The part I have bolded in the post shattered me as I read it.

Here is Dayna’s post and the accompanying photo.

dayna_mager_photo

This was from several weeks back, yes, I climbed in the crib in hopes to soothe my screaming, teething, blushed faced, and tear soaked little girl. My husband came home to this, and I am re-posting because this captures the essence of my heart, and my “why…” There I was in the heat of this exhausting, beautiful thing we call parenthood, and I remembered a promise I made to her.

One of the first times Matt and I left Luella, was to a worship concert. At that conference, a missionary shared his story, and it shook me to the core. A moment that would forever be burned in my fragile, hormone raging, new mommy heart that had already become 100xs more fragile after meeting her.

That missionary was in an orphanage in Uganda, and he has been in many before, but this one was different. He walked into a nursery with over 100 filled cribs with babes. He listened in amazement and wonder as the only sound he could hear was silence. A sound that is beyond rare in ANY nursery, let alone a nursery where over 100 new babes laid. He turned to his host and asked her why the nursery was silent. Then , her response to him is something I will never, ever forget. EVER. This was my “why” moment.

She looked at him and said, “After about a week of them being here, and crying out for countless hours, they eventually stop when they realize no one is coming for them…”

…They stop crying when they realize no one is coming for them. Not in 10 minutes, not in 4 hours, and maybe, perhaps, not ever…

Broke.

I broke. I literally could have picked up pieces of my heart scattered about the auditorium floor. But instead, it stirred in me a longing, a hunger.. A promise in my spirit.
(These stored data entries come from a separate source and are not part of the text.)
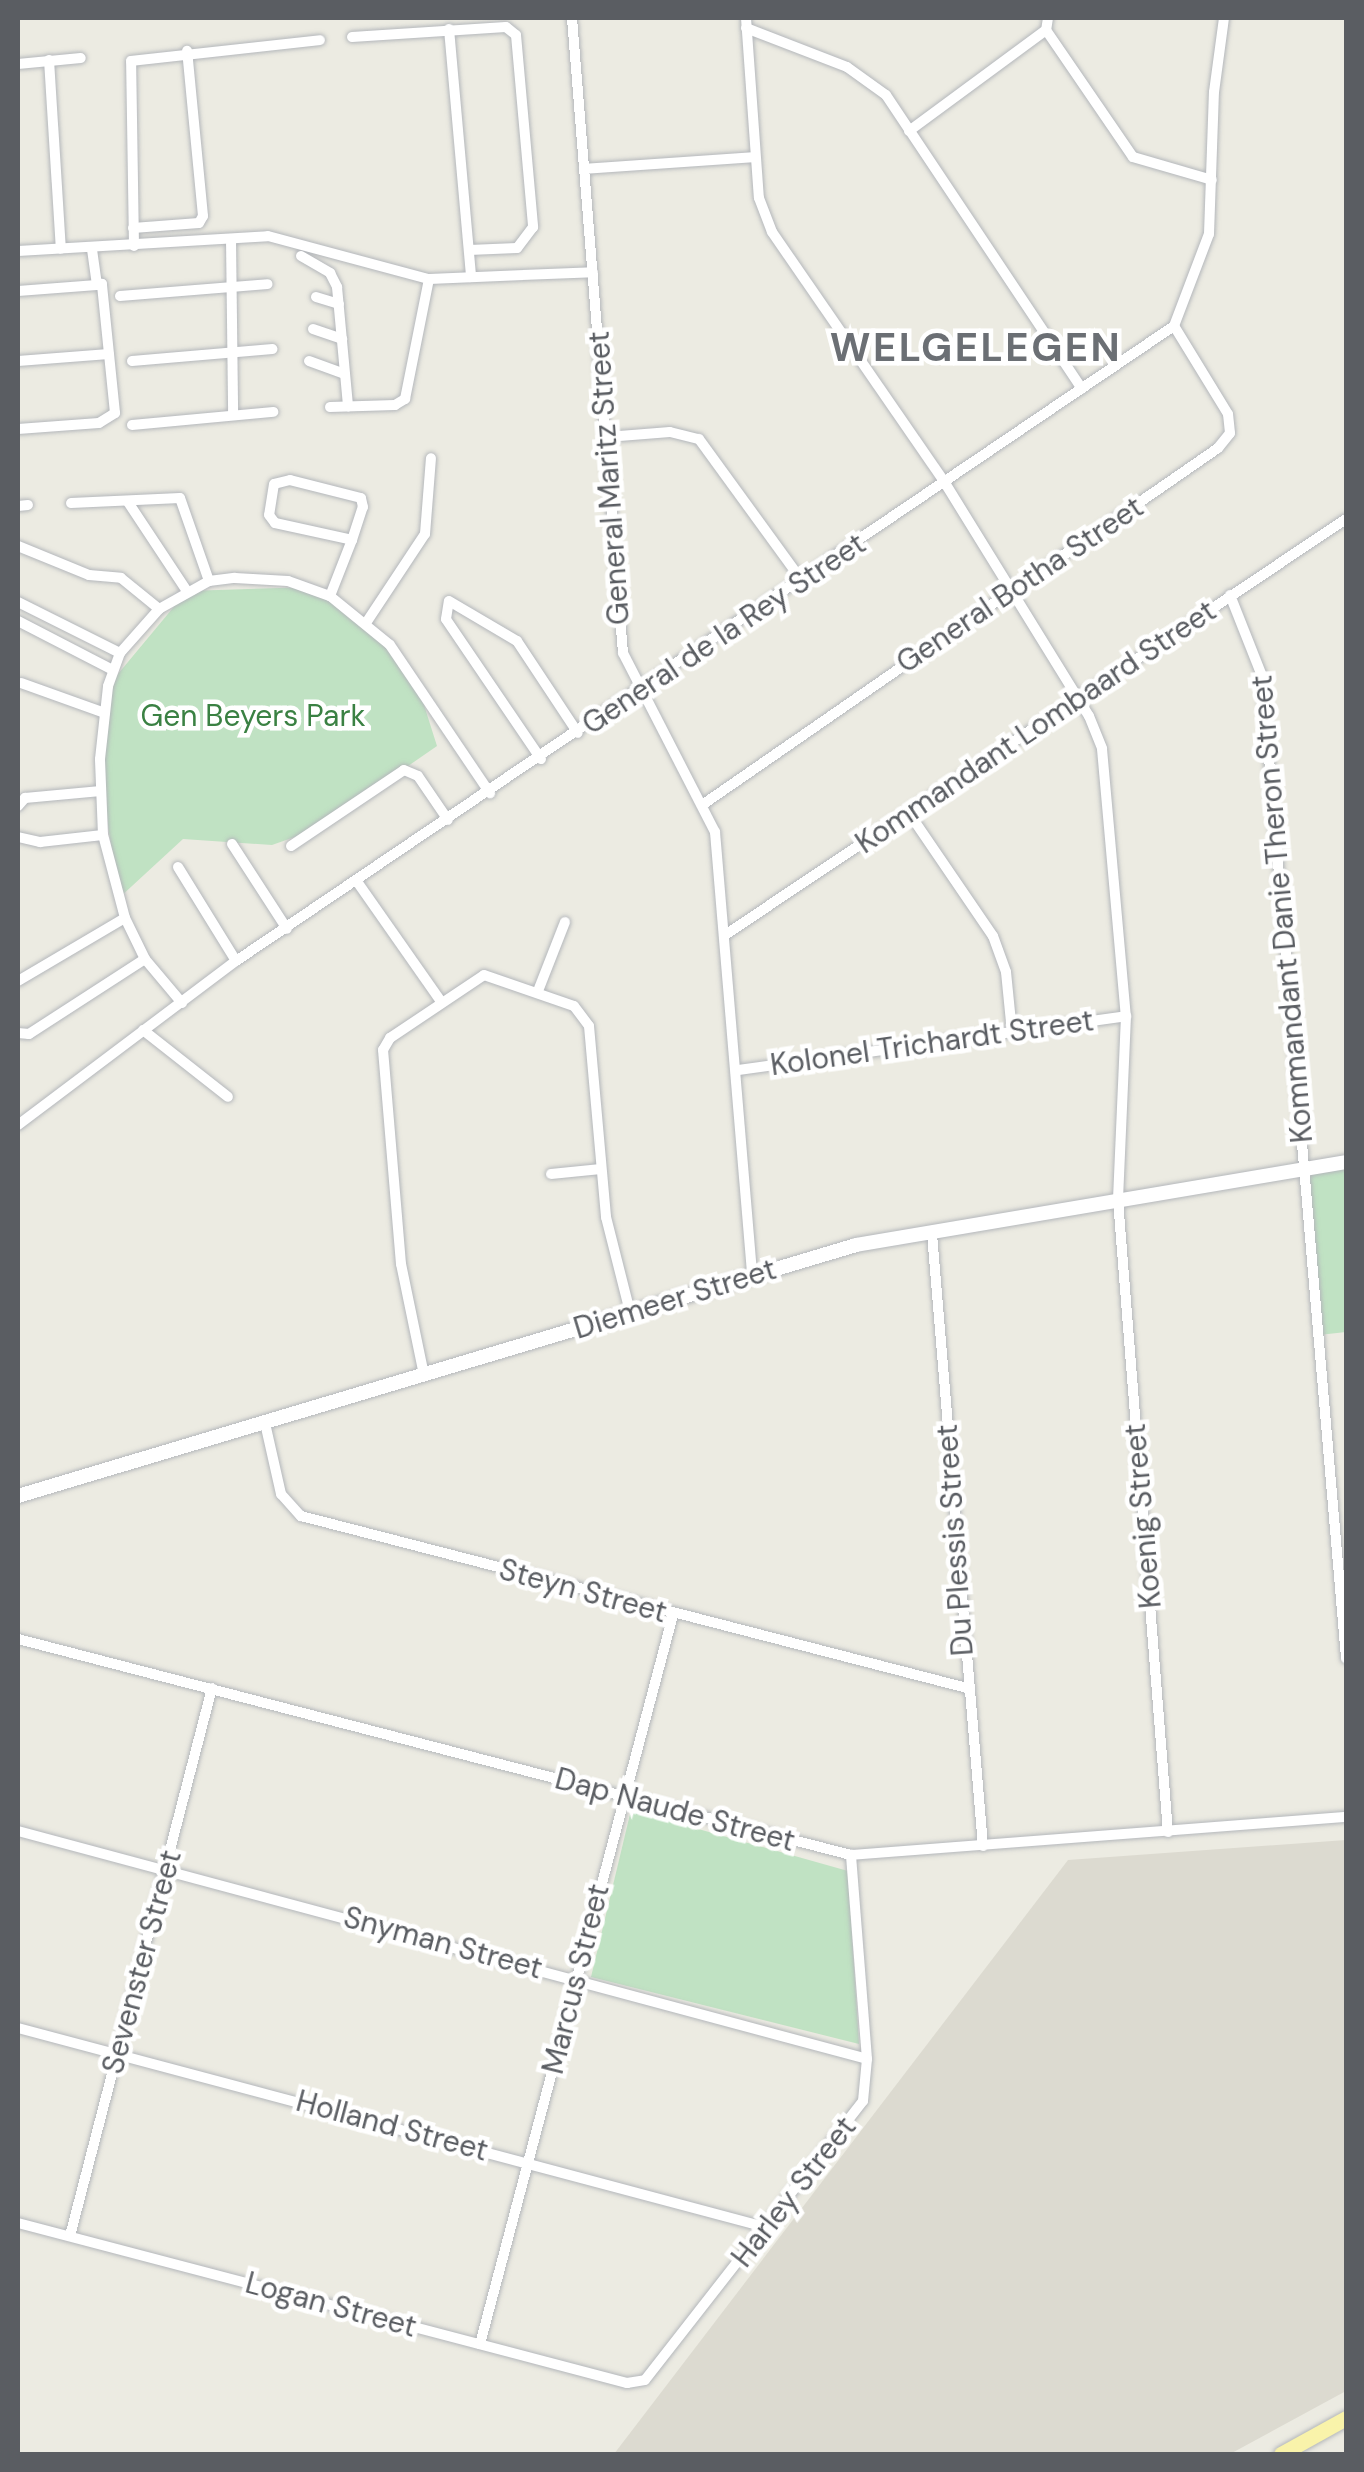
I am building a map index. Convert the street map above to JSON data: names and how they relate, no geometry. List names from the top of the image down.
{
  "streets": {
    "street": [
      "General Maritz Street",
      "General Botha Street",
      "General de la Rey Street",
      "Kommandant Lombaard Street",
      "Kommandant Danie Theron Street",
      "Kolonel Trichardt Street",
      "Diemeer Street",
      "Koenig Street",
      "Du Plessis Street",
      "Steyn Street",
      "Dap Naude Street",
      "Snyman Street",
      "Sevenster Street",
      "Marcus Street",
      "Holland Street",
      "Harley Street",
      "Logan Street"
    ]
  },
  "crossings": [
    ["General Maritz Street", "General Botha Street"],
    ["General Maritz Street", "General de la Rey Street"],
    ["General Maritz Street", "Kommandant Lombaard Street"],
    ["General Maritz Street", "Kolonel Trichardt Street"],
    ["General Maritz Street", "Diemeer Street"],
    ["General Botha Street", "General de la Rey Street"],
    ["General Botha Street", "Koenig Street"],
    ["General de la Rey Street", "Koenig Street"],
    ["Kommandant Lombaard Street", "Kommandant Danie Theron Street"],
    ["Kommandant Lombaard Street", "Koenig Street"],
    ["Kommandant Danie Theron Street", "Diemeer Street"],
    ["Kolonel Trichardt Street", "Koenig Street"],
    ["Diemeer Street", "Koenig Street"],
    ["Diemeer Street", "Du Plessis Street"],
    ["Diemeer Street", "Steyn Street"],
    ["Koenig Street", "Dap Naude Street"],
    ["Du Plessis Street", "Steyn Street"],
    ["Du Plessis Street", "Dap Naude Street"],
    ["Steyn Street", "Marcus Street"],
    ["Dap Naude Street", "Sevenster Street"],
    ["Dap Naude Street", "Marcus Street"],
    ["Dap Naude Street", "Harley Street"],
    ["Snyman Street", "Sevenster Street"],
    ["Snyman Street", "Marcus Street"],
    ["Snyman Street", "Harley Street"],
    ["Sevenster Street", "Holland Street"],
    ["Sevenster Street", "Logan Street"],
    ["Marcus Street", "Holland Street"],
    ["Marcus Street", "Logan Street"],
    ["Holland Street", "Harley Street"],
    ["Harley Street", "Logan Street"]
  ],
  "districts": ["WELGELEGEN"],
  "parks": ["Gen Beyers Park"]
}
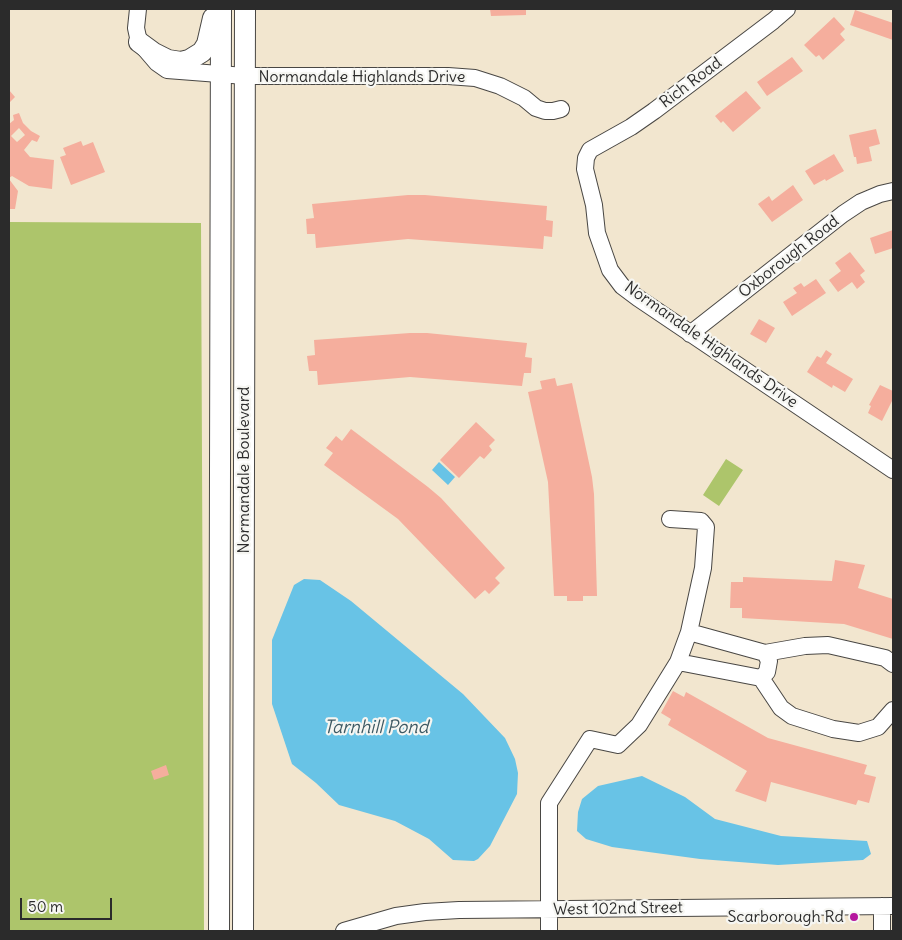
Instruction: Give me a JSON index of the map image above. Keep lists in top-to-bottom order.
{
  "streets": {
    "main road": ["Normandale Boulevard"],
    "street": [
      "Normandale Highlands Drive",
      "Rich Road",
      "Oxborough Road",
      "West 102nd Street"
    ]
  },
  "crossings": [
    ["Normandale Highlands Drive", "Rich Road"],
    ["Normandale Highlands Drive", "Oxborough Road"],
    ["Normandale Highlands Drive", "Normandale Boulevard"]
  ],
  "water": ["Tarnhill Pond"],
  "places": ["Scarborough Rd"],
  "scale_bar": "50 m"
}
We came home, and that night as Luella rested her tiny little 10lb body against mine and we rocked, I made a promise to her. A promise that I would always come to her.

Always.

At 2:00am when pitiful desperate squeals come through a baby monitor, I will come to her.

Her first hurt, her first heartbreak, we will come to her. We will be there to hold her, to let her feel, to make decisions on her own, and we will be there. We will show her through our tears and frustrations at times, that it is okay to cry, and it’s ok to feel. That we will always be a safe place, and we will always come to her.

Related to this, here is a post I wrote a few months ago about a very interesting experiment, The Still Face Experiment, which graphically shows the devastating effect lack of mirroring can have on young children.
https://luckyottershaven.com/2015/11/23/the-still-face-experiment/

I’d guess that most of us who suffer from C-PTSD, BPD or other trauma/attachment based disorders had mothers who believed it was best to let a baby “cry it out.” Back in the 1950s and 1960s, letting a baby cry it out in their own room was the fashion.

The Still Face Experiment.

Here is a dramatic video that shows how powerful the lack of mirroring is on an infant. It’s amazing how quickly the baby in this video notices the mother’s lack of affect and responds negatively to it. This is at the root of attachment disorders in children and most personality disorders, especially Cluster B. Without appropriate mirroring a child can’t develop empathy because it has never been modeled for them.